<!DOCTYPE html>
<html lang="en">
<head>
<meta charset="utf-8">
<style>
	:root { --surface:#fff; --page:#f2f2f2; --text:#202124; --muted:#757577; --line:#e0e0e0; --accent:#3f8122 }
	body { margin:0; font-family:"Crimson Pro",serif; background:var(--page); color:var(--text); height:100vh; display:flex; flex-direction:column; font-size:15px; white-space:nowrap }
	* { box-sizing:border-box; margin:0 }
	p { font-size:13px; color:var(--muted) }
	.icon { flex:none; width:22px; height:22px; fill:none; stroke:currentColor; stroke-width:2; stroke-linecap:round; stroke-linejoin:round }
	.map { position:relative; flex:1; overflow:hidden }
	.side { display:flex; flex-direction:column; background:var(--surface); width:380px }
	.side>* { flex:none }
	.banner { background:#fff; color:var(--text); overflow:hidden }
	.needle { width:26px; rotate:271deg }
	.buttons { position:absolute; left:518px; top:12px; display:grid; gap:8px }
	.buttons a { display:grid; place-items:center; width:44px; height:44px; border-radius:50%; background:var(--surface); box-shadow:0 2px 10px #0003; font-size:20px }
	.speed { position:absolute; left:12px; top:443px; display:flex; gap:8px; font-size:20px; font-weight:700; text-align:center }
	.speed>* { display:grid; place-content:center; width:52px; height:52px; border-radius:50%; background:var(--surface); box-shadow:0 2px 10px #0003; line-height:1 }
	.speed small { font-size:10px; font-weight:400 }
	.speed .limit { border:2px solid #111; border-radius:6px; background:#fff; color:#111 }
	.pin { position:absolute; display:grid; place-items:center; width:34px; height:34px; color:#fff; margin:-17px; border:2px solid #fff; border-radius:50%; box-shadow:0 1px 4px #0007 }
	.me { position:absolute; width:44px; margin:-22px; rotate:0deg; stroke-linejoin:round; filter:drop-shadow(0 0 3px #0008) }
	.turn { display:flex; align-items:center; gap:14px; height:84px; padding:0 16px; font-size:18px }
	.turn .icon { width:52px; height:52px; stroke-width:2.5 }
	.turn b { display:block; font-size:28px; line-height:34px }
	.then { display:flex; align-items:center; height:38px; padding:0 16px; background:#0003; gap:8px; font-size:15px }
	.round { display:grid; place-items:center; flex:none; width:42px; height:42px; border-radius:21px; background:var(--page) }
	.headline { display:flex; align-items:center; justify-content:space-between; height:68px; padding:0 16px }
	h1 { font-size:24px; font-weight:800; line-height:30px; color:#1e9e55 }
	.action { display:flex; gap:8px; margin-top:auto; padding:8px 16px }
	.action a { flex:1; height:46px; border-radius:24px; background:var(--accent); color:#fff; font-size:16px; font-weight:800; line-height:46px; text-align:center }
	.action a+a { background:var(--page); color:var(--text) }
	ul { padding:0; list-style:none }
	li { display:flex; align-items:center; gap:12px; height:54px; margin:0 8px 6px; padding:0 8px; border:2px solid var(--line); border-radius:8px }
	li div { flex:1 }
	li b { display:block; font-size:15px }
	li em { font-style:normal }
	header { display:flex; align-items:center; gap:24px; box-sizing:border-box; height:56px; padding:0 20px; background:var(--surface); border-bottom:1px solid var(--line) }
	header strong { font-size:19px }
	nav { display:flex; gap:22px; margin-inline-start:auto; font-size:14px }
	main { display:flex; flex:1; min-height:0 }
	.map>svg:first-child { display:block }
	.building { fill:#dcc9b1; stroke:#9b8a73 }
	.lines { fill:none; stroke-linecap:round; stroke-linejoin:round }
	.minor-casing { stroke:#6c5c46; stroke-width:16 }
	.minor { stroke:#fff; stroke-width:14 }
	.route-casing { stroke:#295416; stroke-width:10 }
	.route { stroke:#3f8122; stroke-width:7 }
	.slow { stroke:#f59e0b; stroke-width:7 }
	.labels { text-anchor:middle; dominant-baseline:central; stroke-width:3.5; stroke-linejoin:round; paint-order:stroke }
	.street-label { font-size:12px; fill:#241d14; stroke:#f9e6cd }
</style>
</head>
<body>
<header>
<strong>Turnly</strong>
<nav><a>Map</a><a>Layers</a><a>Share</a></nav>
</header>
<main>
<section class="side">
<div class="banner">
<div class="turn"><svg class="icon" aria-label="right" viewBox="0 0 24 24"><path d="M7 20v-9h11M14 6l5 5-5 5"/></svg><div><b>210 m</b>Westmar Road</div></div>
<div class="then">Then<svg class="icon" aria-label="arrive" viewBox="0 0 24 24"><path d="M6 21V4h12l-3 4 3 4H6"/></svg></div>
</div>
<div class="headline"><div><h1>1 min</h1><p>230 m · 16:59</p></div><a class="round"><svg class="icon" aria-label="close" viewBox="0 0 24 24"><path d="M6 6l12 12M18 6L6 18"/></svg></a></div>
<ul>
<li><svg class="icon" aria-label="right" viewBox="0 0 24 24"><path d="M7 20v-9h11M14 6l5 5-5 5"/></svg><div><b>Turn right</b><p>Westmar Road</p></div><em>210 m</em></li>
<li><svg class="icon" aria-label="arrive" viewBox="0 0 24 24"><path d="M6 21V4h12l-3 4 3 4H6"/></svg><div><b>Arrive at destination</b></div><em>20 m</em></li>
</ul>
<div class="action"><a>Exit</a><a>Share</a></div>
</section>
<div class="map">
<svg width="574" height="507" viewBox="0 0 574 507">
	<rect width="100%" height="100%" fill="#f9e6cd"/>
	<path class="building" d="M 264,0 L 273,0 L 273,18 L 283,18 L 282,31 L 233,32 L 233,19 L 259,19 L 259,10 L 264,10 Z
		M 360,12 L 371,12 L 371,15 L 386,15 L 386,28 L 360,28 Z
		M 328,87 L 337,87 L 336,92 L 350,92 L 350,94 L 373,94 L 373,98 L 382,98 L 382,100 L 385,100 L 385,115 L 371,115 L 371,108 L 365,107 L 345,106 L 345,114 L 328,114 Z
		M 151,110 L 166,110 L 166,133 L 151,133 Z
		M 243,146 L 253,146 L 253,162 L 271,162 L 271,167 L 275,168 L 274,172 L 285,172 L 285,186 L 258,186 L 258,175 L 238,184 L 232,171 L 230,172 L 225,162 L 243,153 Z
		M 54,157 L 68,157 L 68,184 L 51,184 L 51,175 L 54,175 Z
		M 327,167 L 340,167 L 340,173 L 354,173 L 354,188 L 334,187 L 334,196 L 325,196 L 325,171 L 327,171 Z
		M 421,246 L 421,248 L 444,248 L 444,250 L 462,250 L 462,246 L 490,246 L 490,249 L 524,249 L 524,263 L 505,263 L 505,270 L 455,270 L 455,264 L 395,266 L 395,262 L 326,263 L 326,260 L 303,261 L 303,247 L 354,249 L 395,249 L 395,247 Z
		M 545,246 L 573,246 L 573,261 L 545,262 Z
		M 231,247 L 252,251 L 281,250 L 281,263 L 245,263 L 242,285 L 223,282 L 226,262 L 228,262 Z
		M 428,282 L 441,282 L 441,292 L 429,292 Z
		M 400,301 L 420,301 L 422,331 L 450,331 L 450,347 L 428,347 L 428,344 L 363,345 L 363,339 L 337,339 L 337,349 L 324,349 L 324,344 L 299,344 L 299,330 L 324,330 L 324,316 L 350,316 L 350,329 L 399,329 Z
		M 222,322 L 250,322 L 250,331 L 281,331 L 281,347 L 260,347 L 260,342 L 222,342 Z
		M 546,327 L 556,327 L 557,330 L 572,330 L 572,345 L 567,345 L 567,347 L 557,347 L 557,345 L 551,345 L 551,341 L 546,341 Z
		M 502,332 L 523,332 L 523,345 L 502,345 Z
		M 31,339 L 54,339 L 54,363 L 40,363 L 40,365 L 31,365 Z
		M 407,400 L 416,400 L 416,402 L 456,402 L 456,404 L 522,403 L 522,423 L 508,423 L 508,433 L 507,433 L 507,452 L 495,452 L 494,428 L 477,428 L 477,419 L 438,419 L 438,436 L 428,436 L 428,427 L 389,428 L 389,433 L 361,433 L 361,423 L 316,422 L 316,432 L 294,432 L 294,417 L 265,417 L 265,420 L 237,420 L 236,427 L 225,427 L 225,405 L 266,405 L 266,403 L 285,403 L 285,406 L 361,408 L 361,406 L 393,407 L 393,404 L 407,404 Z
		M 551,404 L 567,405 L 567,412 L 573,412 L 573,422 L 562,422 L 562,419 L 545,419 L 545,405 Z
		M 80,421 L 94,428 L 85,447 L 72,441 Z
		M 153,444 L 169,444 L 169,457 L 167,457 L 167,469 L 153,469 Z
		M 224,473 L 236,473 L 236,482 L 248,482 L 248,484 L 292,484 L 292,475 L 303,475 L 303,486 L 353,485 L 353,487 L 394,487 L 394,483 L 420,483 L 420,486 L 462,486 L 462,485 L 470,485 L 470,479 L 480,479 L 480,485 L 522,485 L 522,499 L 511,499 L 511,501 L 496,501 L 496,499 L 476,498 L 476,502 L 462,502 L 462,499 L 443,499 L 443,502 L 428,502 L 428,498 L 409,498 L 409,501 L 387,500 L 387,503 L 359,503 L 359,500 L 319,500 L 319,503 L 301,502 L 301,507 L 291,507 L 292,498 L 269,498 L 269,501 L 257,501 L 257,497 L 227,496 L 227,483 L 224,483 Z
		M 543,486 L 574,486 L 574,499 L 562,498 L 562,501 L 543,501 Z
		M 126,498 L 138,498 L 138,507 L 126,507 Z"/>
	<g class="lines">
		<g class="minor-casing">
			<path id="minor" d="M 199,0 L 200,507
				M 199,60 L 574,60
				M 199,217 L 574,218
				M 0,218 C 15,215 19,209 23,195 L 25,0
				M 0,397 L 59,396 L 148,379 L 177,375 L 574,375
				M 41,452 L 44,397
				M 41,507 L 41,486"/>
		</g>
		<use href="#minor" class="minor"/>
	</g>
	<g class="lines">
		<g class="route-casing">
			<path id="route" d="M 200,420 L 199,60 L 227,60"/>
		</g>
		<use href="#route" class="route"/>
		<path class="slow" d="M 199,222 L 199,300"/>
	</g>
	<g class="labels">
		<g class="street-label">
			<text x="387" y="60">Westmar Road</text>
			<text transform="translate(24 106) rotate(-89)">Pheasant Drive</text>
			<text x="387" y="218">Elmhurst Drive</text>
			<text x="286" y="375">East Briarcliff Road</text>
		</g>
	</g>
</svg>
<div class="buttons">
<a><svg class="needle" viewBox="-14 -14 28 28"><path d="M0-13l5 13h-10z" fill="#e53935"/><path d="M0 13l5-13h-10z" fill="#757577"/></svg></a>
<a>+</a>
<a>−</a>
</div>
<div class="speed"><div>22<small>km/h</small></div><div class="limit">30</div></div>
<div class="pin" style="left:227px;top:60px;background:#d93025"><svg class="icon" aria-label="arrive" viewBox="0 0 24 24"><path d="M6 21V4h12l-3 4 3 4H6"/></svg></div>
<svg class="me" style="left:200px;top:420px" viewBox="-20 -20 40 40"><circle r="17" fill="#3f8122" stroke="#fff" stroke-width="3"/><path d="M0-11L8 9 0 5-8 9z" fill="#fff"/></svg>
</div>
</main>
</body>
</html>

**TASK BRIEF**
Look through the entries above, and wherever a line holds the word "hidden", copy it.

**REPLY TO THE EXERCISE**
	.map { position:relative; flex:1; overflow:hidden }
	.banner { background:#fff; color:var(--text); overflow:hidden }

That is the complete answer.